Russell and Norvig on Friendly AI

 |   |  Analysis

russell-norvigAI: A Modern Approach is by far the dominant textbook in the field. It is used in 1200 universities, and is currently the 22nd most-cited publication in computer science. Its authors, Stuart Russell and Peter Norvig, devote significant space to AI dangers and Friendly AI in section 26.3, “The Ethics and Risks of Developing Artificial Intelligence.”

The first 5 risks they discuss are:

  • People might lose their jobs to automation.
  • People might have too much (or too little) leisure time.
  • People might lose their sense of being unique.
  • AI systems might be used toward undesirable ends.
  • The use of AI systems might result in a loss of accountability.

Each of those sections is one or two paragraphs long. The final subsection, “The Success of AI might mean the end of the human race,” is given 3.5 pages. Here’s a snippet:

The question is whether an AI system poses a bigger risk than traditional software. We will look at three sources of risk. First, the AI system’s state estimation may be incorrect, causing it to do the wrong thing. For example… a missile defense system might erroneously detect an attack and launch a counterattack, leading to the death of billions…

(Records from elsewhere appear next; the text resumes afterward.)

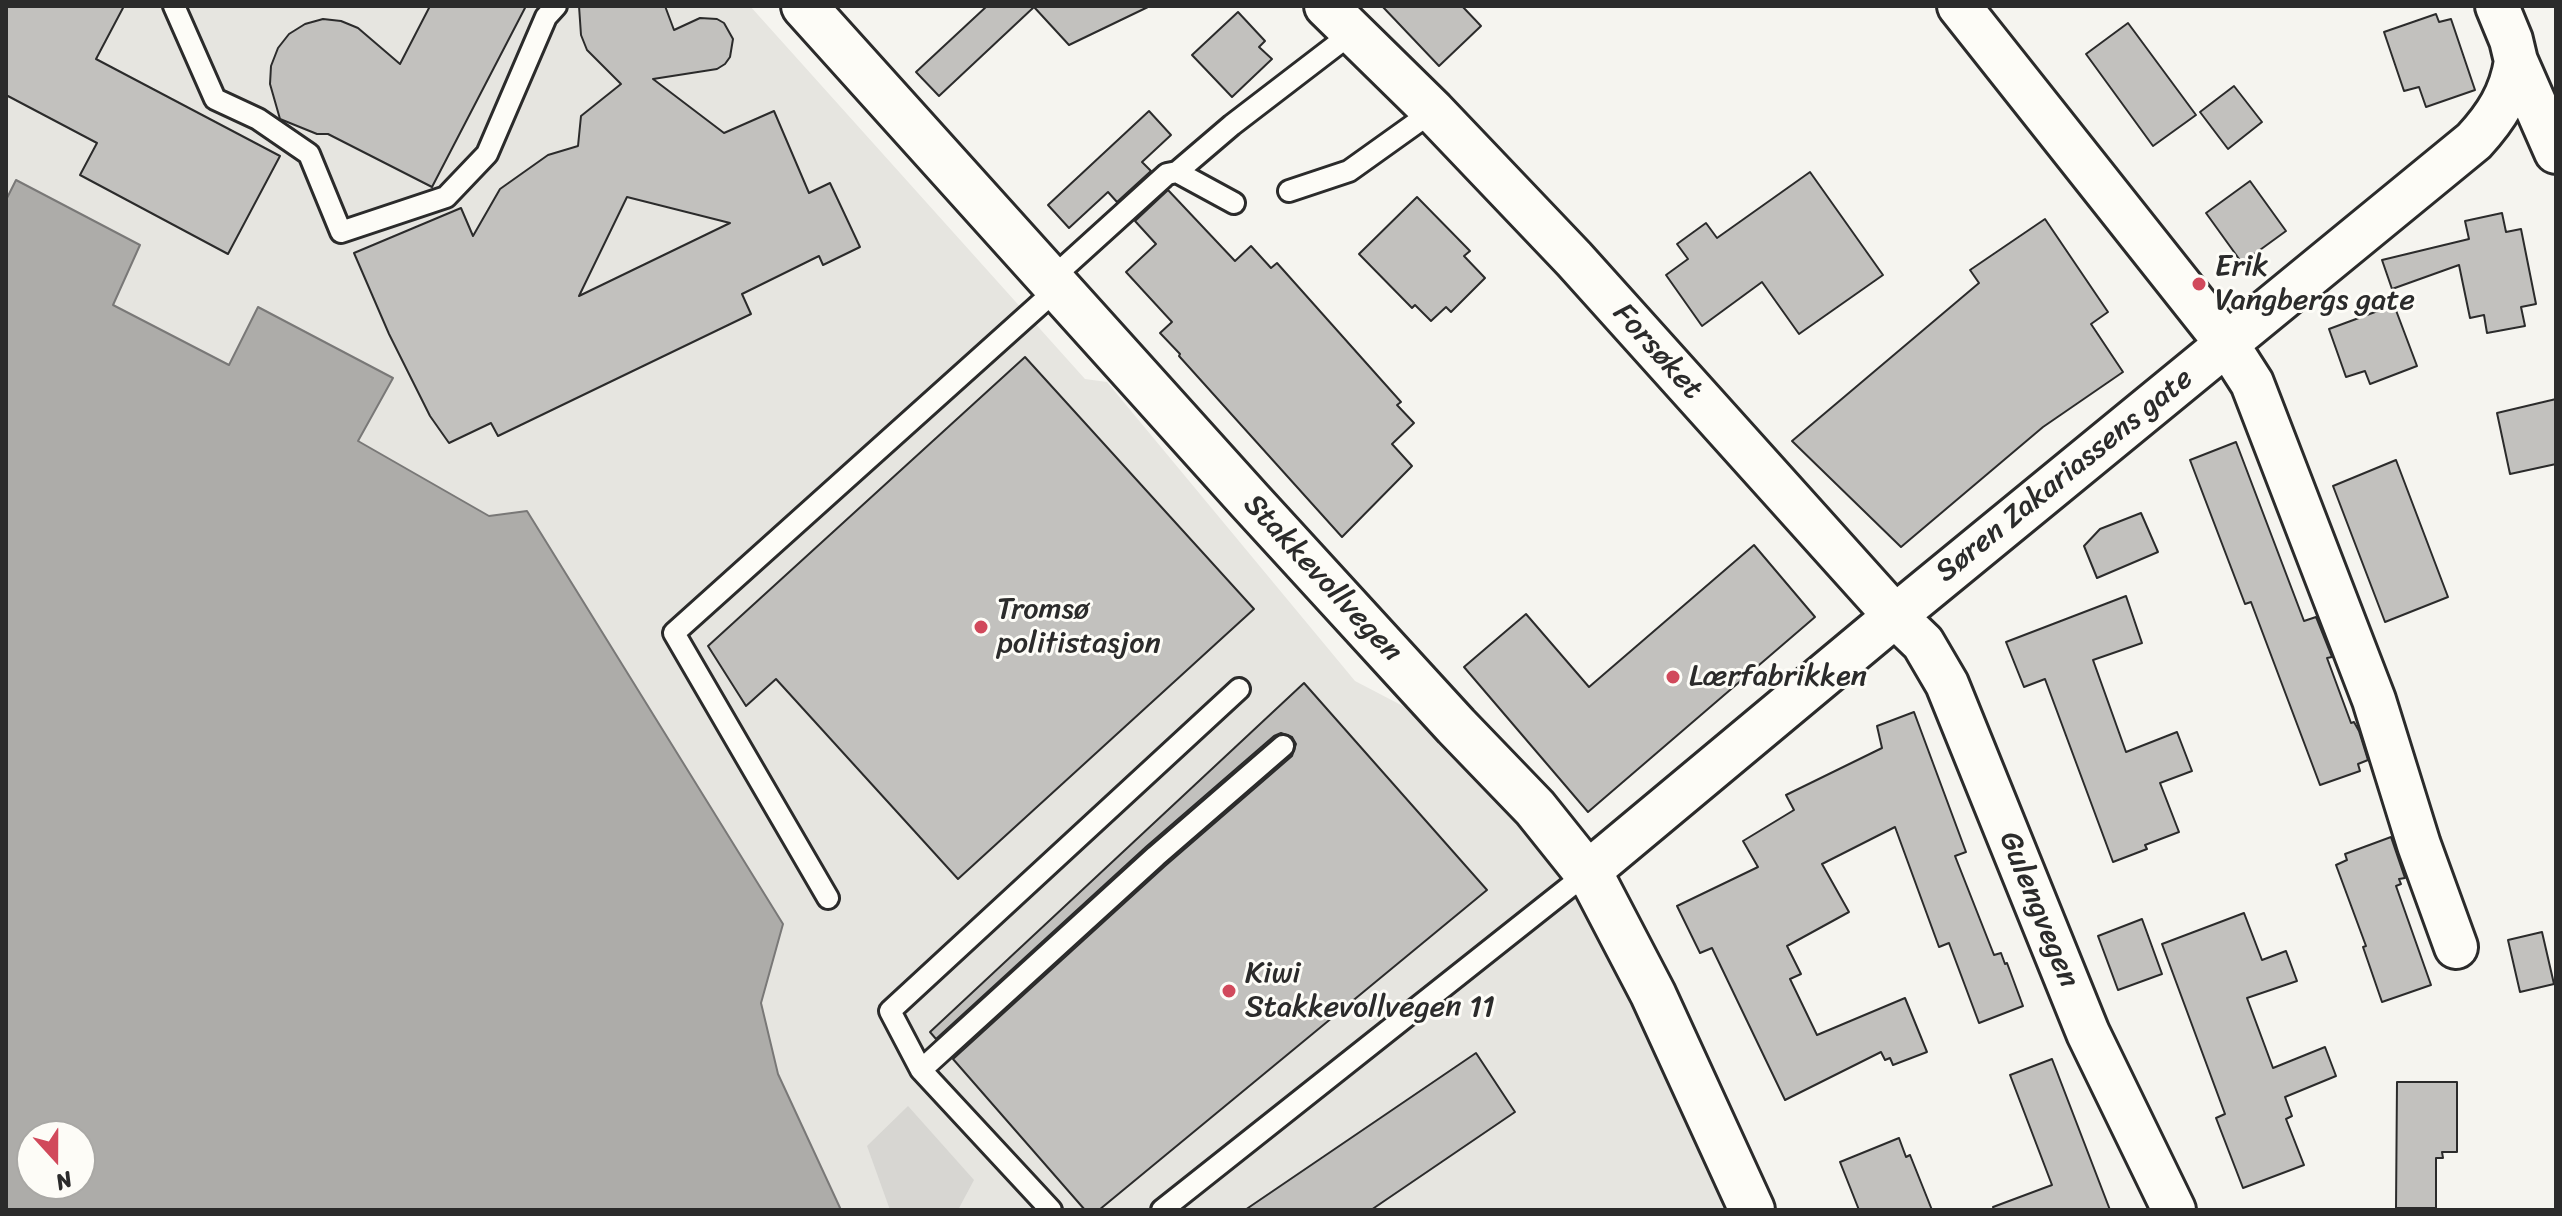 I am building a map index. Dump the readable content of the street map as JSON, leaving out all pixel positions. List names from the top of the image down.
{
  "streets": {
    "street": [
      "Forsøket",
      "Søren Zakariassens gate",
      "Stakkevollvegen",
      "Gulengvegen"
    ]
  },
  "crossings": [
    ["Forsøket", "Søren Zakariassens gate"],
    ["Forsøket", "Gulengvegen"],
    ["Søren Zakariassens gate", "Stakkevollvegen"],
    ["Søren Zakariassens gate", "Gulengvegen"]
  ],
  "places": [
    "Erik Vangbergs gate",
    "Tromsø politistasjon",
    "Lærfabrikken",
    "Kiwi Stakkevollvegen 11"
  ],
  "north": "bottom"
} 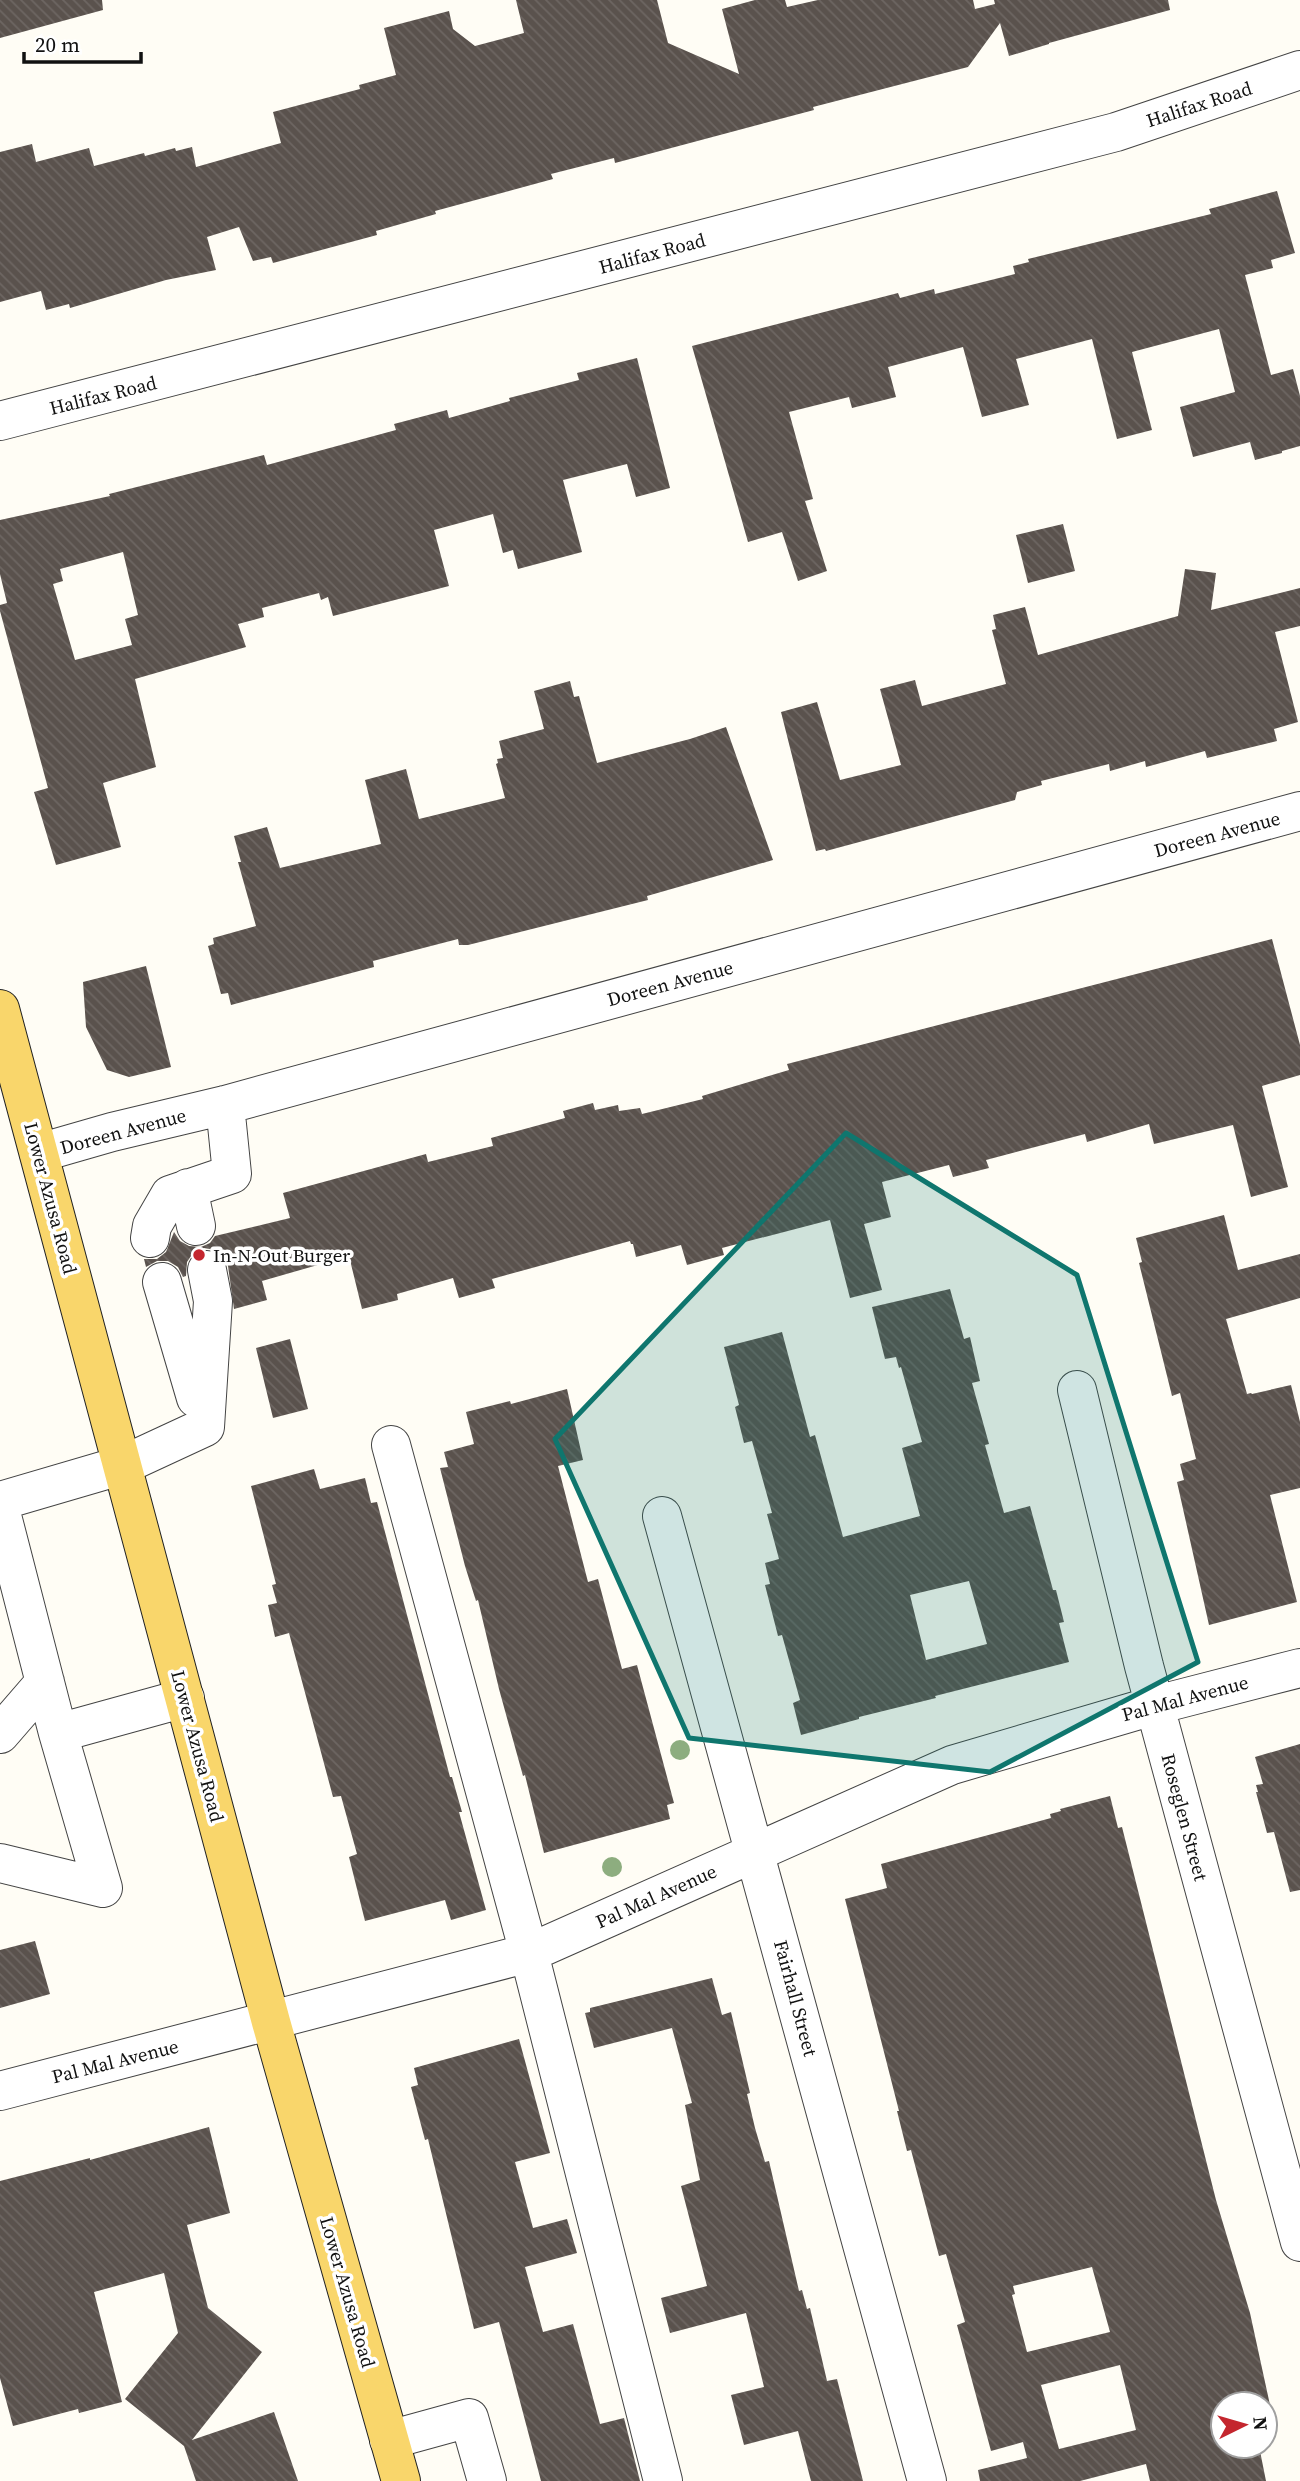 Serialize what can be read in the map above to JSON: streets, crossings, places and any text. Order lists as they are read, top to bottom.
{
  "streets": {
    "main road": ["Lower Azusa Road"],
    "street": [
      "Halifax Road",
      "Doreen Avenue",
      "Pal Mal Avenue",
      "Roseglen Street",
      "Fairhall Street"
    ]
  },
  "crossings": [
    ["Doreen Avenue", "Lower Azusa Road"],
    ["Lower Azusa Road", "Pal Mal Avenue"],
    ["Pal Mal Avenue", "Roseglen Street"],
    ["Pal Mal Avenue", "Fairhall Street"]
  ],
  "places": ["In-N-Out Burger"],
  "scale_bar": "20 m",
  "north": "right"
}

Second, specifying the right utility function for an AI system to maximize is not so easy. For example, we might propose a utility function designed to minimize human suffering, expressed as an additive reward function over time… Given the way humans are, however, we’ll always find a way to suffer even in paradise; so the optimal decision for the AI system is to terminate the human race as soon as possible – no humans, no suffering…

Third, the AI system’s learning function may cause it to evolve into a system with unintended behavior. This scenario is the most serious, and is unique to AI systems, so we will cover it in more depth. I.J. Good wrote (1965),

Let an ultraintelligent machine be defined as a machine that can far surpass all the intellectual activities of any man however clever. Since the design of machines is one of these intellectual activities, an ultraintelligent machine could design even better machines; there would then be unquestionably be an “intelligence explosion,” and the intelligence of man would be left far behind. Thus the first ultraintelligent machine is the last invention that man need ever make, provided that the machine is docile enough to tell us how to keep it under control.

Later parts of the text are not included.